[Saved entries]
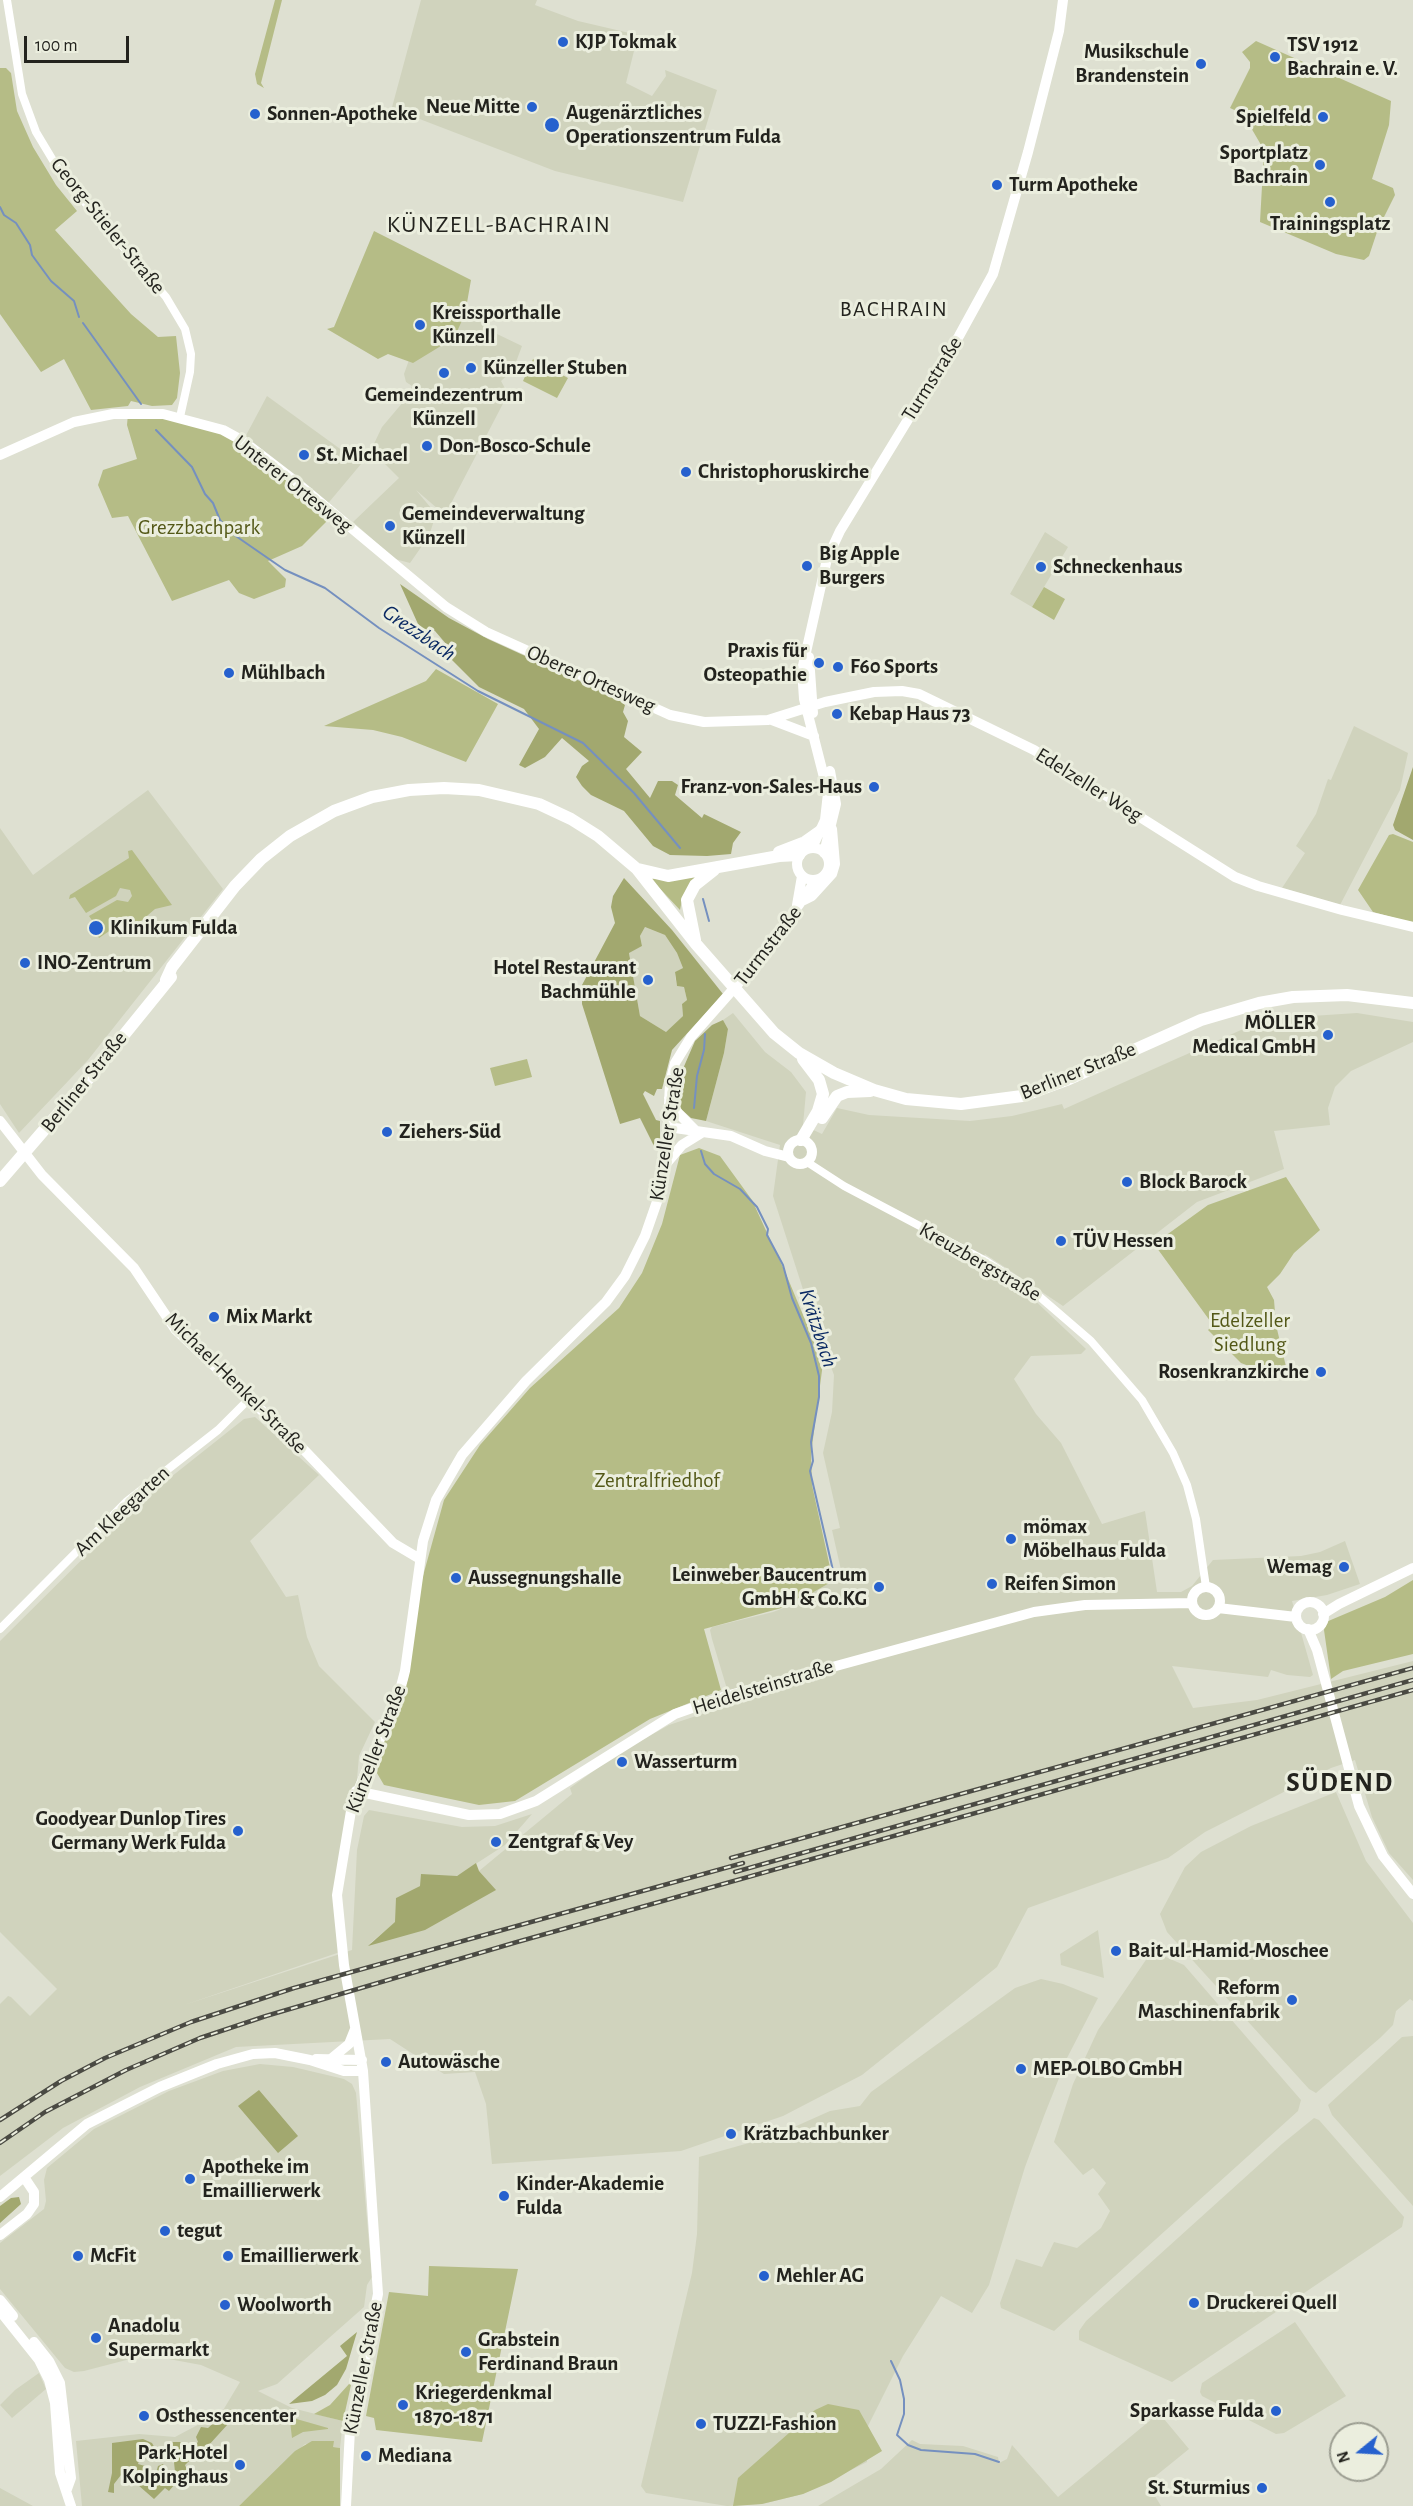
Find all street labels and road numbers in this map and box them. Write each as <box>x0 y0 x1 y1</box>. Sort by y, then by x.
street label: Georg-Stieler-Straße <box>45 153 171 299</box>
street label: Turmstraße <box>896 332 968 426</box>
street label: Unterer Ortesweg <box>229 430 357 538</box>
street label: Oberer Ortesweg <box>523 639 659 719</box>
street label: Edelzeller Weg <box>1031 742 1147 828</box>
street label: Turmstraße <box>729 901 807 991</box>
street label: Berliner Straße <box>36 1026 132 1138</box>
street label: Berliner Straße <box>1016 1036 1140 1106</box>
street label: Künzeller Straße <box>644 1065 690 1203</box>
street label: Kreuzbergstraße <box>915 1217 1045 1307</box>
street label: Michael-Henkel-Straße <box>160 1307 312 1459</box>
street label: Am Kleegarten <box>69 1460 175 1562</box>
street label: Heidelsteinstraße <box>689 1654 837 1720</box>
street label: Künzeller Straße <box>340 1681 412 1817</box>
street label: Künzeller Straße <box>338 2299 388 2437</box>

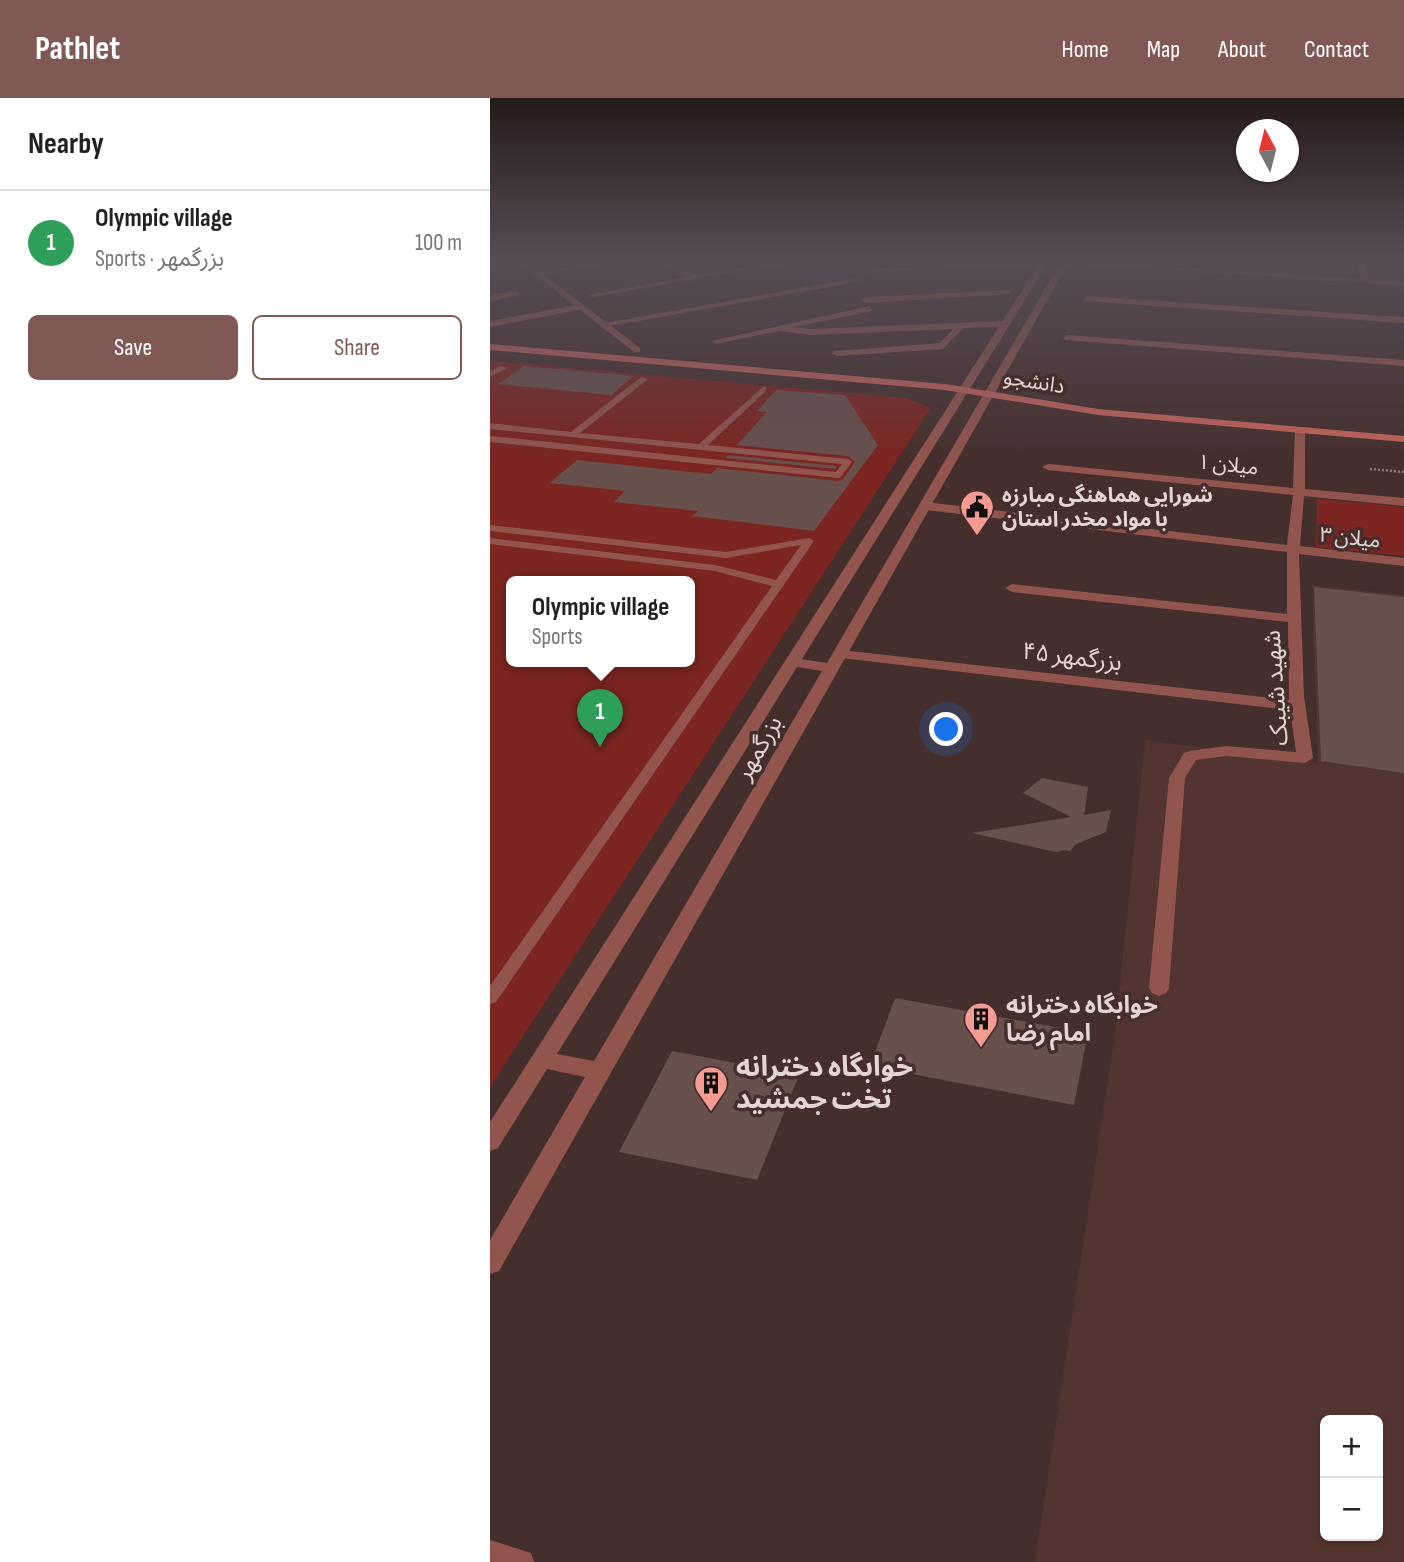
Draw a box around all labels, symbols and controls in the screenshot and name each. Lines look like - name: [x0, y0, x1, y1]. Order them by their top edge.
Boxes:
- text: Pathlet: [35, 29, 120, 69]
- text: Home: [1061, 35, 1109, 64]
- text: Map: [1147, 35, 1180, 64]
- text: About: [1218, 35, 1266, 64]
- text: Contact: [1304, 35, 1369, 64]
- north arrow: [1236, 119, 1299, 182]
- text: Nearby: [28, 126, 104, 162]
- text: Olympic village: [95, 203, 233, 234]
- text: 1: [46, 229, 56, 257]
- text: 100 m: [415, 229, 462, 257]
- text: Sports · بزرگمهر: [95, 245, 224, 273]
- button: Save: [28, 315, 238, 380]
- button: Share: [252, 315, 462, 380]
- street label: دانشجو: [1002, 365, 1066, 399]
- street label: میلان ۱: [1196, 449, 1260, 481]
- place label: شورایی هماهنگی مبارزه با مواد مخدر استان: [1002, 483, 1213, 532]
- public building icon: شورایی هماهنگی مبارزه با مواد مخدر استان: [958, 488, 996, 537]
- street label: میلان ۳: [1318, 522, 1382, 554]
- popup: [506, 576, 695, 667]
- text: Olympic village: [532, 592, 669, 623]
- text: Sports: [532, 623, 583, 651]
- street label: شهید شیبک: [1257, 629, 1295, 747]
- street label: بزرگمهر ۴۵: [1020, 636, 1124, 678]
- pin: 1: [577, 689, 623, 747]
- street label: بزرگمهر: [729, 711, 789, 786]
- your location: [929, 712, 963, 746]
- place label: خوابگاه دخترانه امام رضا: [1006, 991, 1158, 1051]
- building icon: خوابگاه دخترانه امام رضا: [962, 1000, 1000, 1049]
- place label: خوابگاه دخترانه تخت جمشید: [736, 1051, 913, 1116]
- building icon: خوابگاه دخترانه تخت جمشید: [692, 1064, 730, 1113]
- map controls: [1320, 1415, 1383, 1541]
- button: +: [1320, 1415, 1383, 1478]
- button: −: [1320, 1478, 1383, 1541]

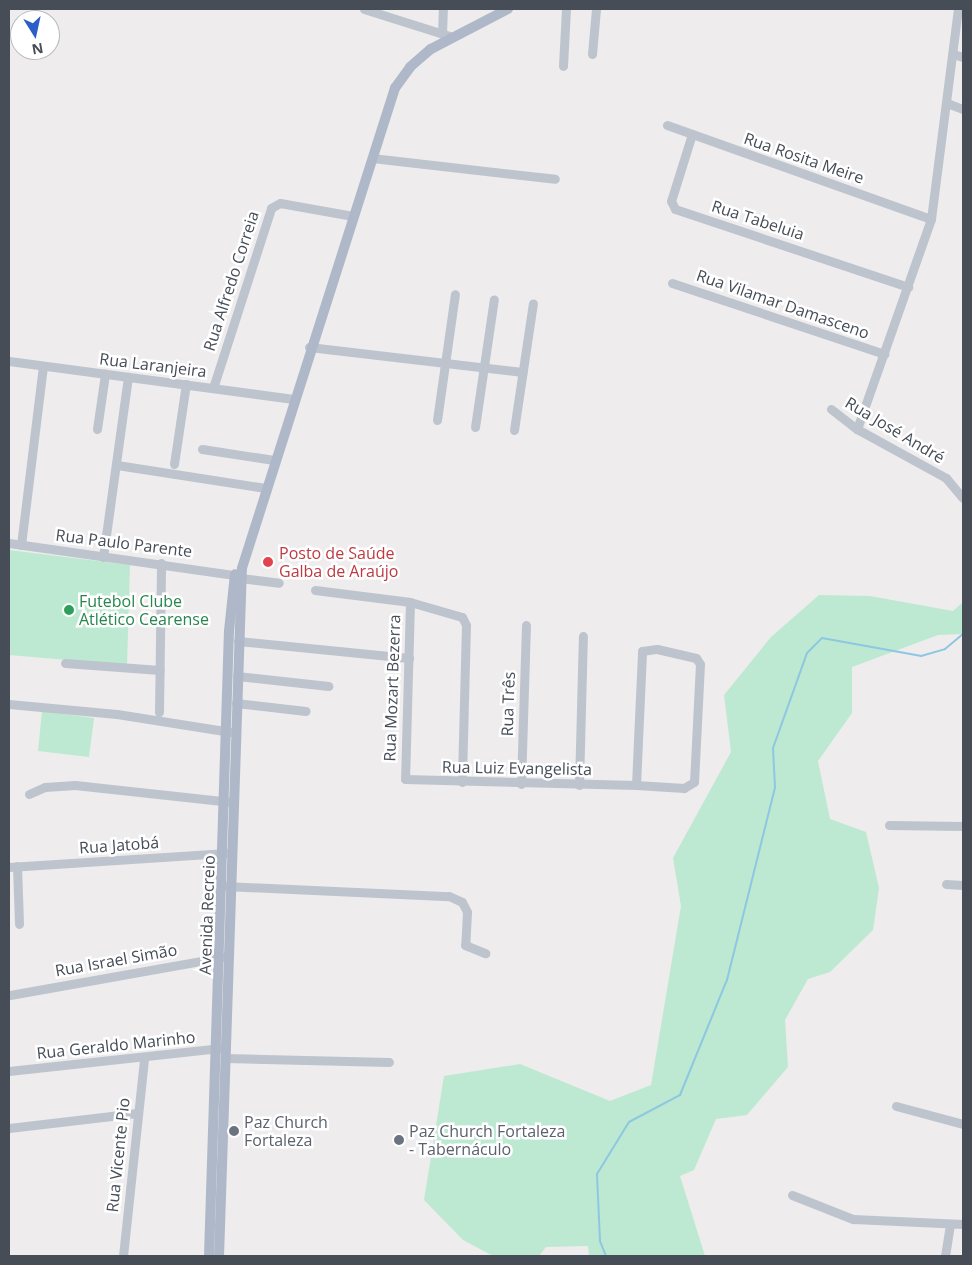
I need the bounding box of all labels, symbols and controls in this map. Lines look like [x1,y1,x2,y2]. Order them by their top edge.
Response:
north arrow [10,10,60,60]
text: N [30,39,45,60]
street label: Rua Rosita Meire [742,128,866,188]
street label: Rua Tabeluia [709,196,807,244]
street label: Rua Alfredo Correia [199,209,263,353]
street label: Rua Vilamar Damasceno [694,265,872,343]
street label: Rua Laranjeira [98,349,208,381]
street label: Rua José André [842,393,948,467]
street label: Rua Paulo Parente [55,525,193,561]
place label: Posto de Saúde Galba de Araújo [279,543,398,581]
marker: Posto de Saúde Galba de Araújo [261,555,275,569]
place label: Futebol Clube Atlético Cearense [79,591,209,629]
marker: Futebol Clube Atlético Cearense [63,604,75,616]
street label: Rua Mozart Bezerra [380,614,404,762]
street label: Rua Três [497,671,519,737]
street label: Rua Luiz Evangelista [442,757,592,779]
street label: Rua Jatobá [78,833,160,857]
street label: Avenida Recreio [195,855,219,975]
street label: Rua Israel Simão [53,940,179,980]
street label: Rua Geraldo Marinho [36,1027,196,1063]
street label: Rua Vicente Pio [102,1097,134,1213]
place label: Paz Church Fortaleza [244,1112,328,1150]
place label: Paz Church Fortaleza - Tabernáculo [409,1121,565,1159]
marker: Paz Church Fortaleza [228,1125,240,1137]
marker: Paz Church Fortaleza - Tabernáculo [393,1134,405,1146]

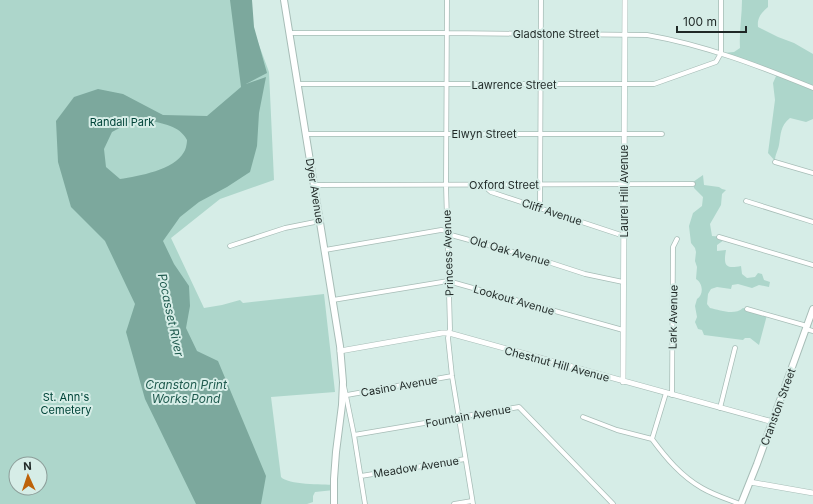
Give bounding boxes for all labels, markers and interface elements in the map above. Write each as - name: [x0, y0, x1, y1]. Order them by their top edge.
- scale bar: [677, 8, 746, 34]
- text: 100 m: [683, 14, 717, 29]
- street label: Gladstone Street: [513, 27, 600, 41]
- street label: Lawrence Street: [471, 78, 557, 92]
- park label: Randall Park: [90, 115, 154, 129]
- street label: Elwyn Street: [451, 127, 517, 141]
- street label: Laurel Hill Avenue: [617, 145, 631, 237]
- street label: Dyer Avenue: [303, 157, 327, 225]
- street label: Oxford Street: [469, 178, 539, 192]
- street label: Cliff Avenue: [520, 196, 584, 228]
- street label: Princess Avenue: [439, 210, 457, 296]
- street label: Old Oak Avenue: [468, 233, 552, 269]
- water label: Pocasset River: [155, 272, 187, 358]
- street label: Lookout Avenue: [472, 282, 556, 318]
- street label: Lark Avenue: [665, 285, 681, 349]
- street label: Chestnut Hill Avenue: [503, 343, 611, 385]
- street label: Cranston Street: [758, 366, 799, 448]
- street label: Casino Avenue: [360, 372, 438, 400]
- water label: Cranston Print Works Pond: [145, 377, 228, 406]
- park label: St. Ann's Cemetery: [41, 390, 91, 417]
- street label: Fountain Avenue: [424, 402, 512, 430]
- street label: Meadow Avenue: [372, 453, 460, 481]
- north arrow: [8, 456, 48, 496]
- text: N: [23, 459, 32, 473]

• [INSTRUCTIONS TO FOLLOW]
Go through the entries and copy every line that has "each".

• [REPLY TO THE TASK]
Find all street labels and road numbers in this map and box them. Write each as <box>x0 y0 x1 y1</box>. Sort by y, then by x.
Draw a box around all labels, symbols and controls in the screenshot and name each. Lines look like - name: [x0, y0, x1, y1]. Order them by their top edge.
Give bounding boxes for all labels, markers and interface elements in the map above. Write each as - name: [x0, y0, x1, y1]. Order them by their top edge.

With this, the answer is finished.